Exploiting the Benefits of Artificial Intelligence for Factor Investors

Equity investors have long embraced factor-based investing — using factors such as quality, value and momentum — to improve portfolio performance. Driving factor utilization is research and empirical evidence supporting their persistent historical equity outperformance over the broad stock market over time.1 Meanwhile, investors have made a massive push to apply artificial intelligence to their investment processes to boost performance and mitigate risk.

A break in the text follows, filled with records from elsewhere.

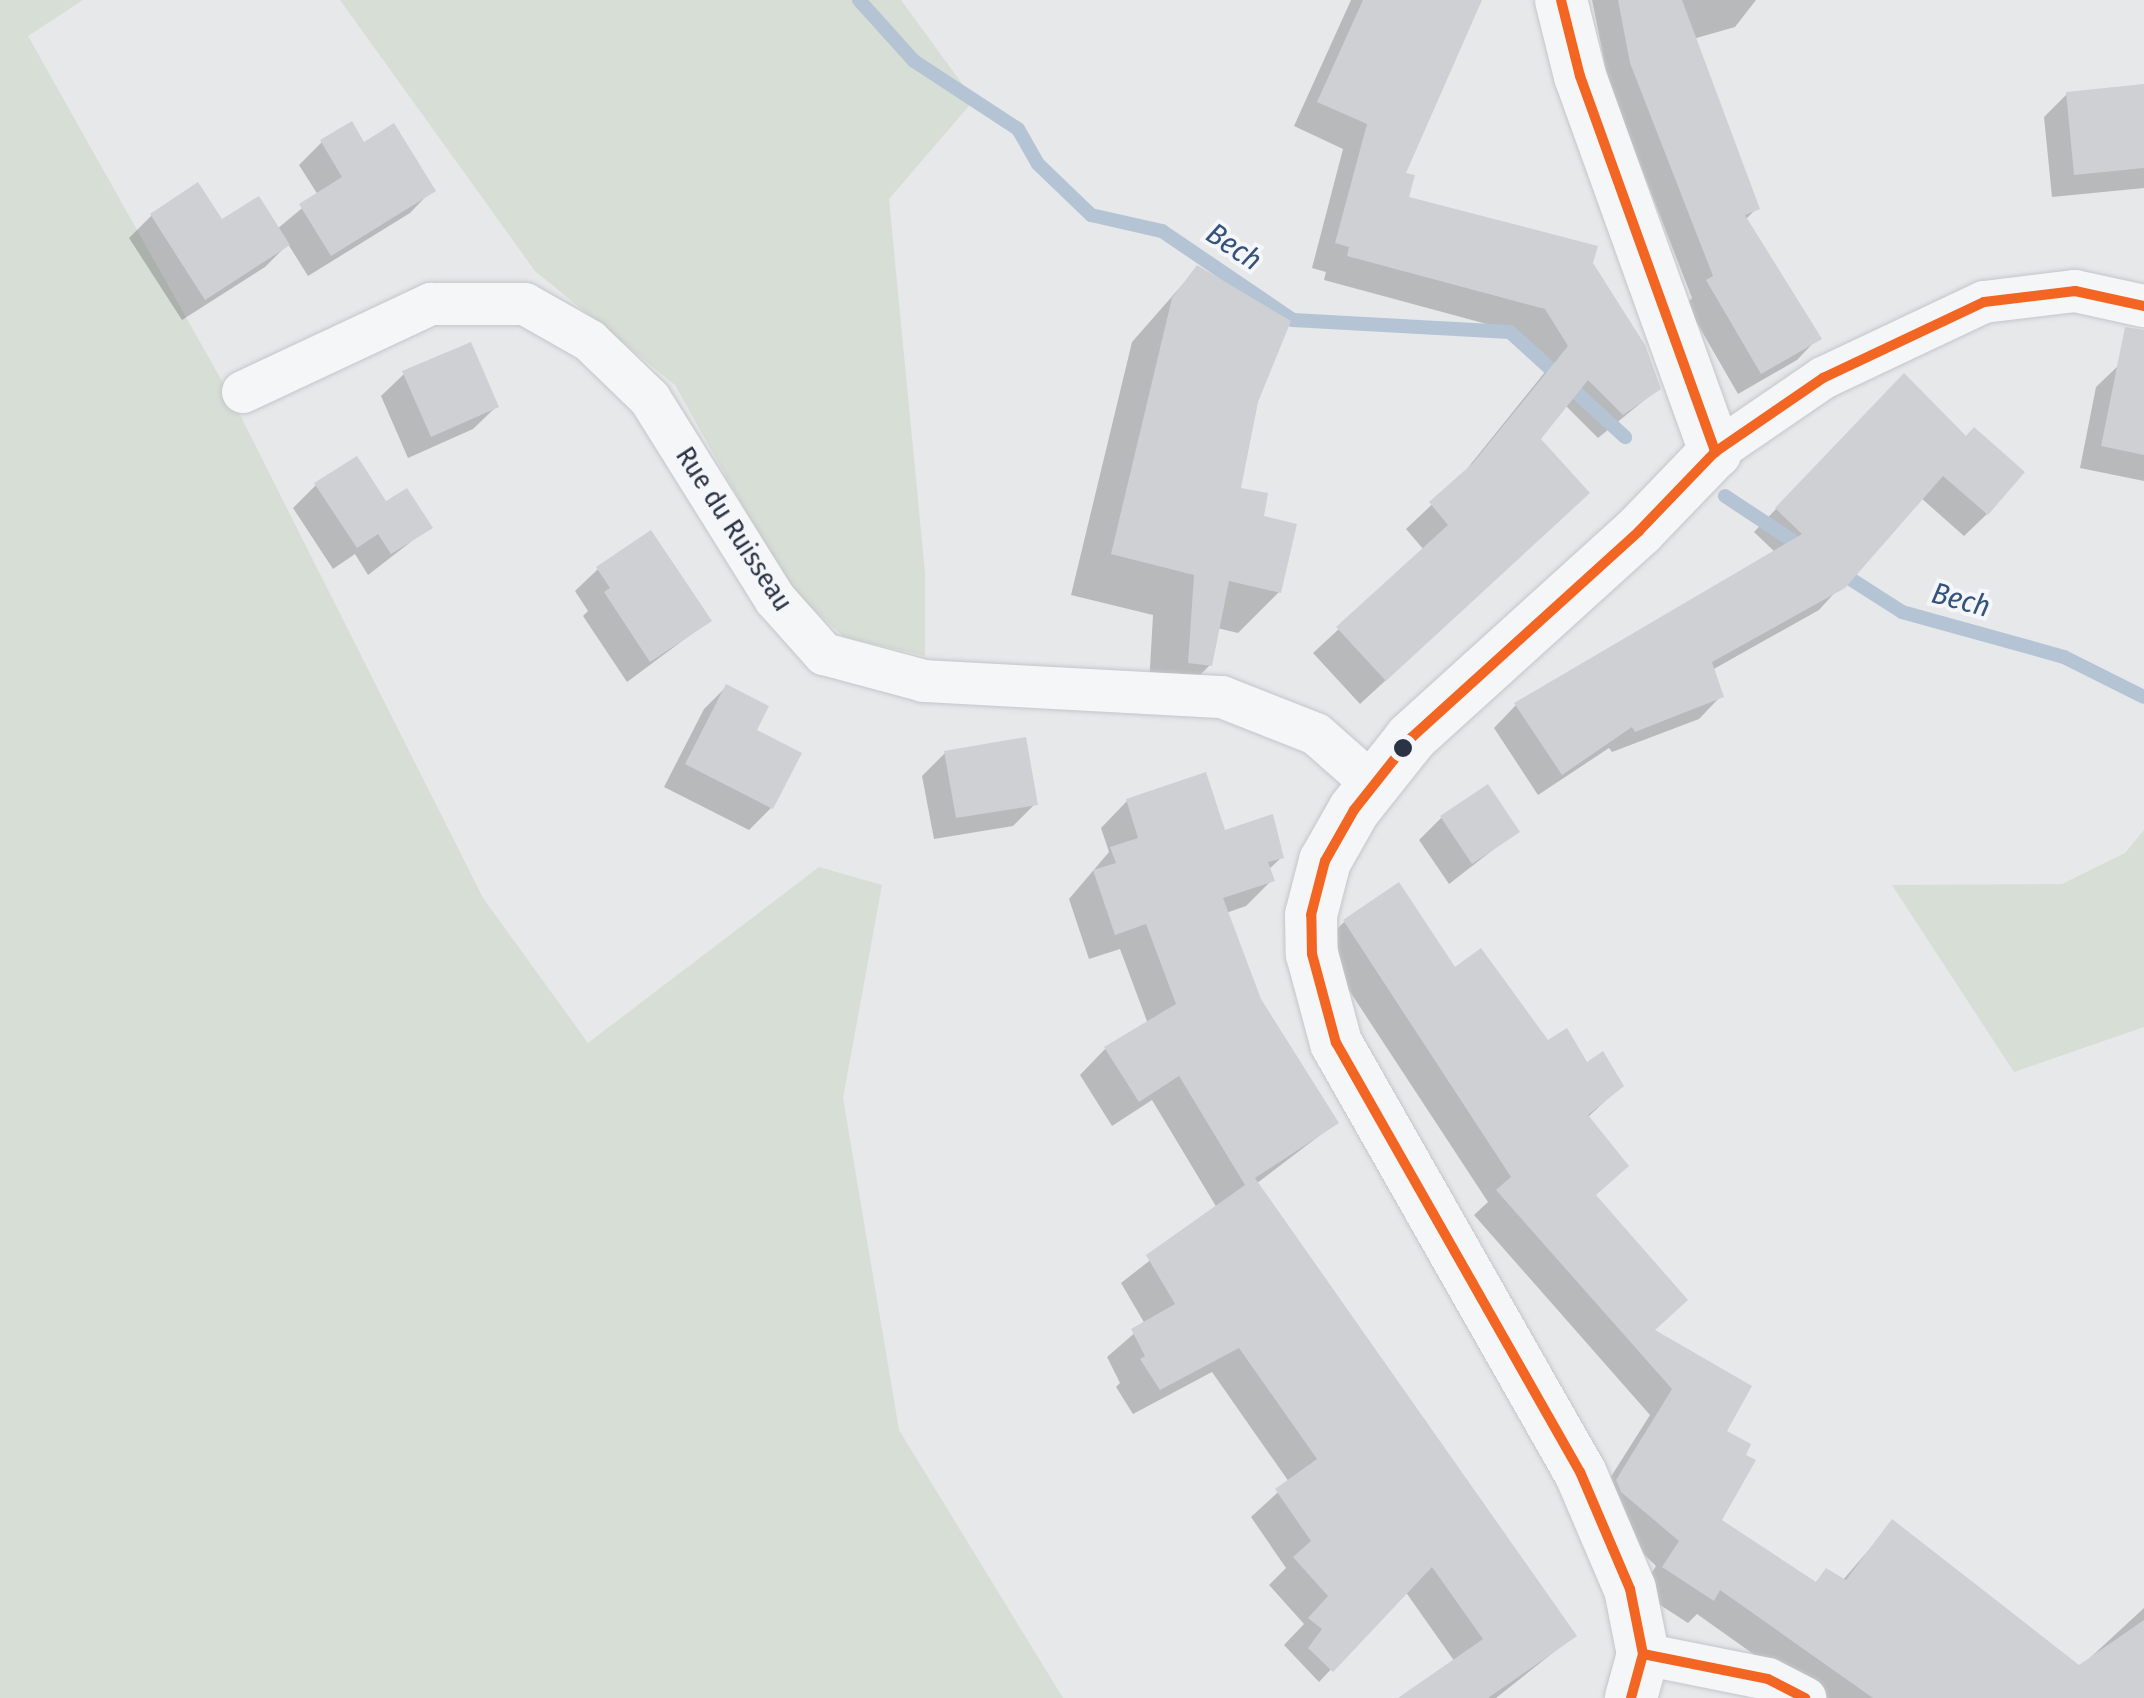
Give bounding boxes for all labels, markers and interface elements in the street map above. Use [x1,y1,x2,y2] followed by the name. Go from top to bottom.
[1199,216,1269,278] water label: Bech
[668,441,800,617] street label: Rue du Ruisseau
[1928,575,1994,625] water label: Bech
[1393,738,1413,758] unlabelled marker

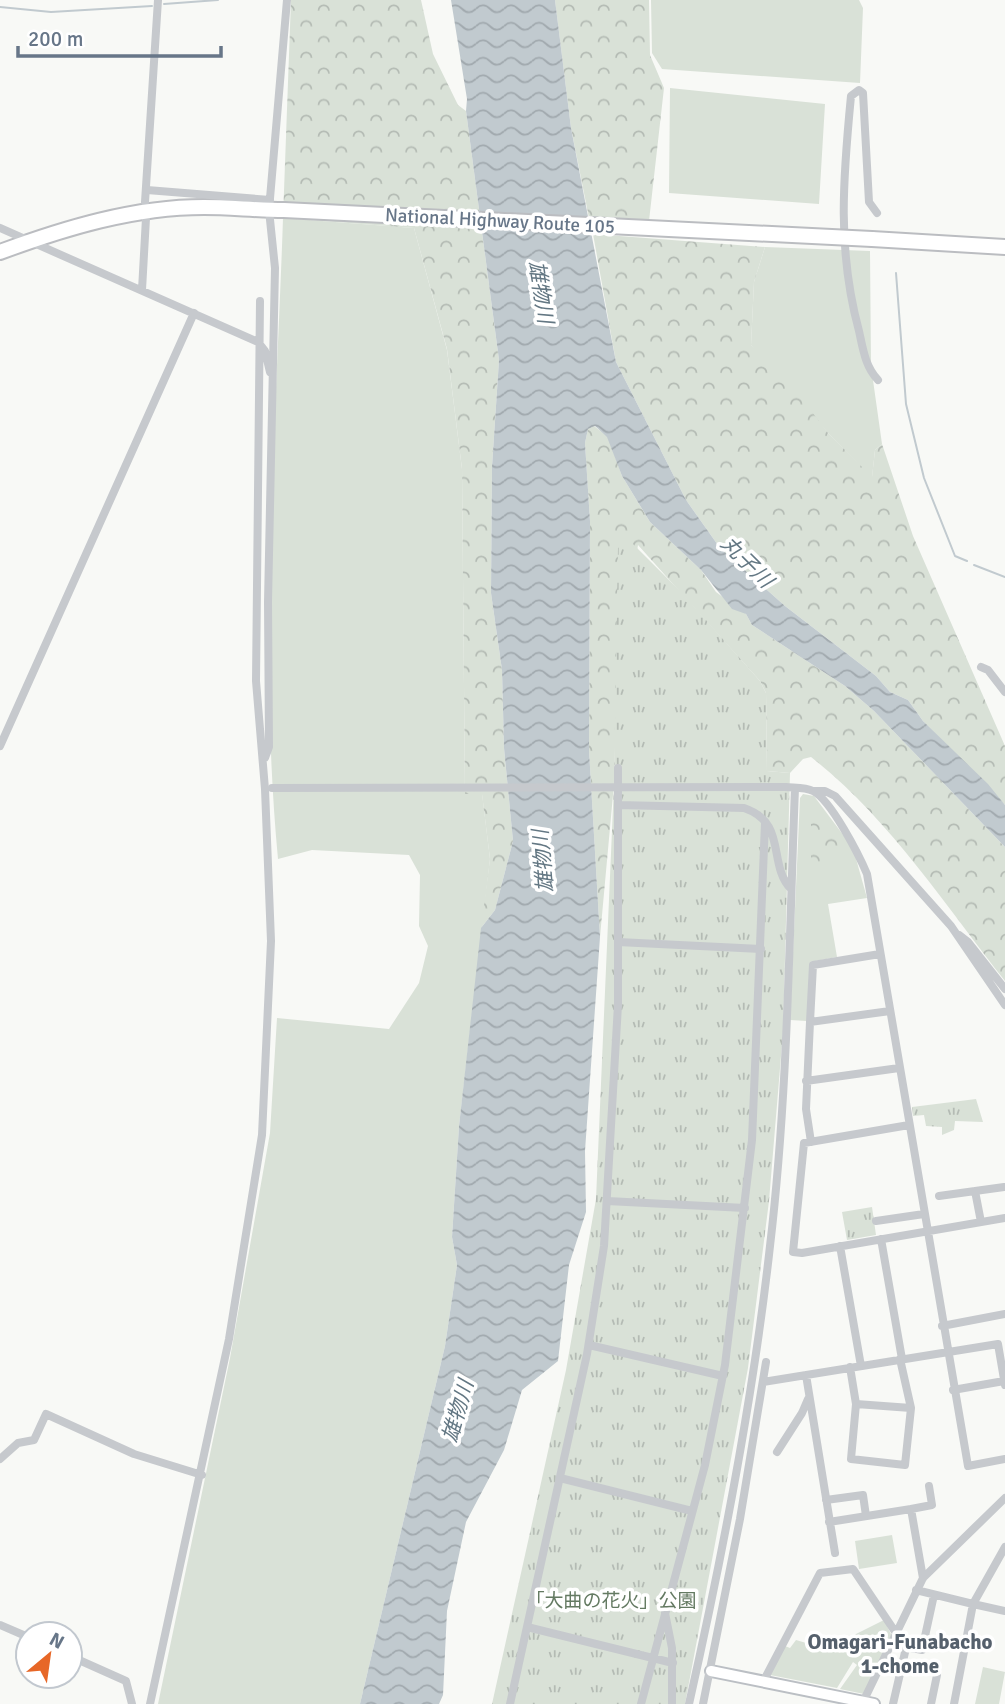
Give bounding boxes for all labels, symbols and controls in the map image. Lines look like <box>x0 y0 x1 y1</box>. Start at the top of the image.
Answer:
scale bar <box>18 14 220 58</box>
text: 200 m <box>28 26 83 52</box>
street label: National Highway Route 105 <box>384 203 616 239</box>
water label: 雄物川 <box>523 259 559 327</box>
water label: 丸子川 <box>716 531 780 595</box>
water label: 雄物川 <box>527 826 559 894</box>
water label: 雄物川 <box>437 1375 480 1445</box>
park label: 「大曲の花火」公園 <box>525 1589 697 1613</box>
north arrow <box>14 1620 84 1690</box>
text: N <box>45 1627 68 1655</box>
district label: Omagari-Funabacho 1-chome <box>807 1629 993 1679</box>

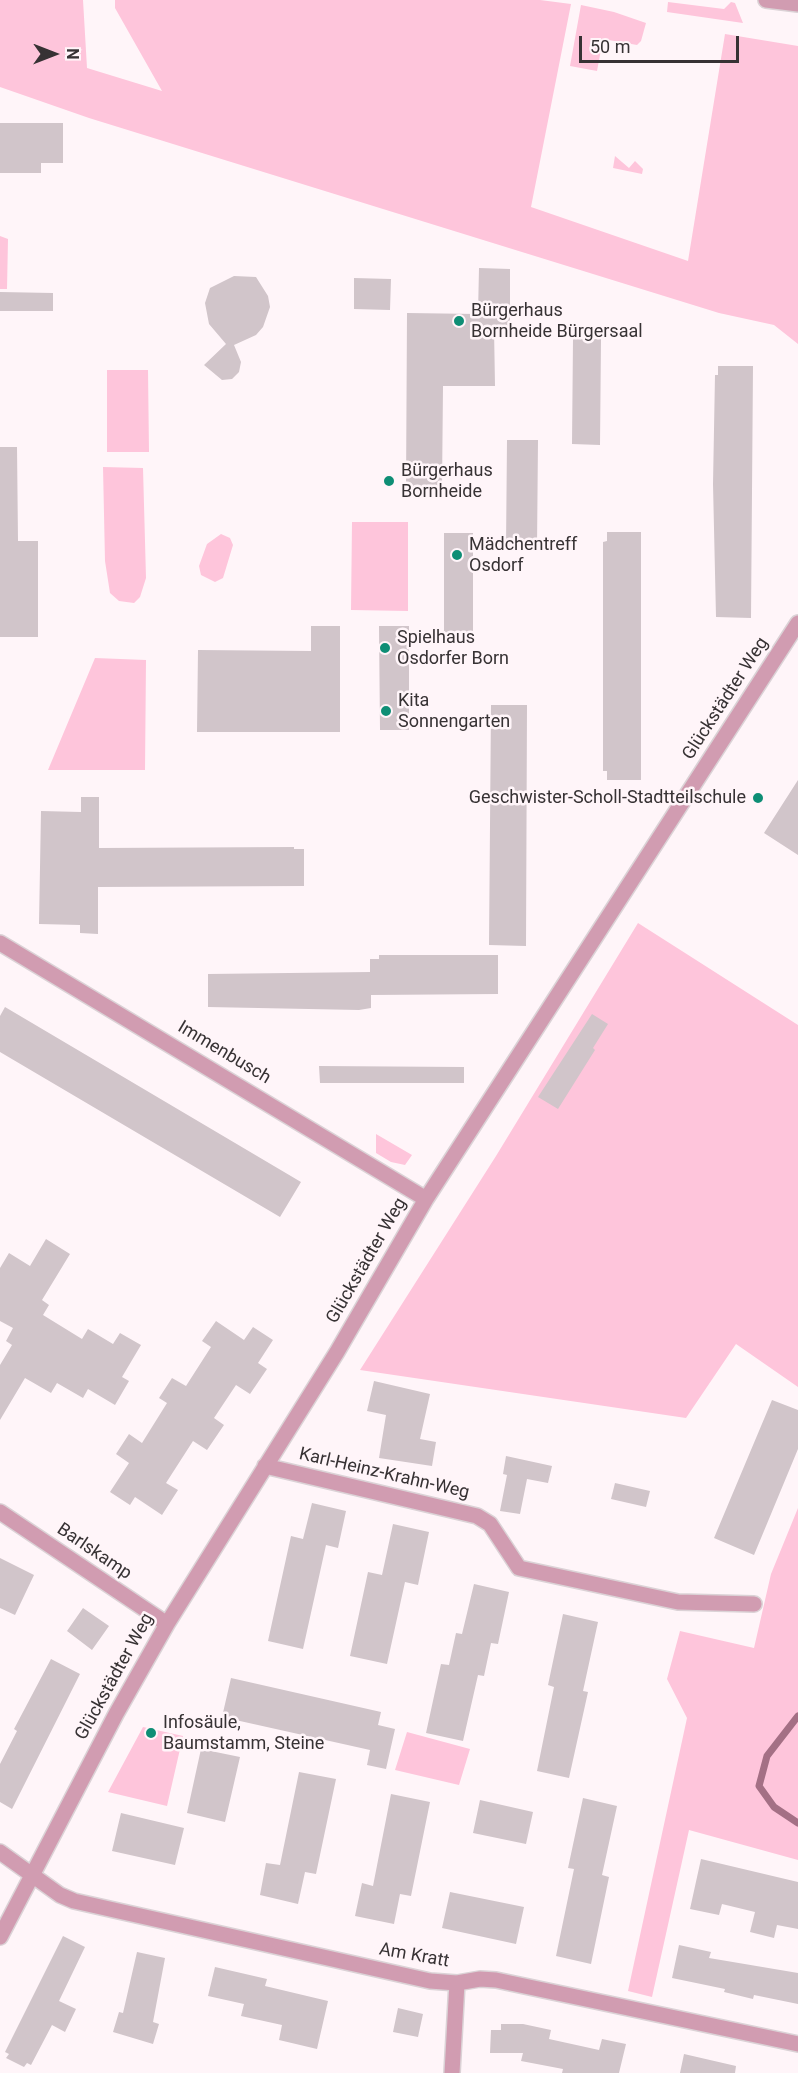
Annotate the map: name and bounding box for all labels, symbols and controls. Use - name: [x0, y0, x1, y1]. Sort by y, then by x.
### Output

Increased data availability and the advancement of artificial intelligence techniques — including the potential to identify and exploit new connections in financial markets — have contributed to the growing exploration in this exciting space.

One opportunity this raises resides at the intersection of these two ideas: factor investing and artificial intelligence. The area of the intersection we explore here is factor timing and more specifically, dynamic factor timing. To do so, we have partnered with University of Chicago Professor Stefan Nagel, one of the world’s leading experts on factor investing and artificial intelligence.2 Together, we explore how investors can apply factor investing and artificial intelligence in the context of traditional modern portfolio theory

Artificial Intelligence: Avoid the Pitfalls to Potentially Enhance Outcomes

Artificial intelligence can potentially improve investment outcomes because of its ability to process large amounts of data in order to uncover insights. This is more specifically called machine learning, a subfield of artificial intelligence. Yet investors are just getting started on how to use it. The exciting possibilities include better predictions of return and risk, more efficient portfolios and the uncovering of hidden patterns. However, these techniques also come with significant user warnings. Common pitfalls that can undermine their effectiveness include misapplication, overreliance on single and non-transparent estimates, and over-fitting models to historical data.

To capitalize on the benefits while avoiding the pitfalls in a factor timing context, our research shows that investors can apply a robust investment process driven by artificial intelligence. This approach shows how we can improve factor timing techniques through a more dynamic, as opposed to static, approach.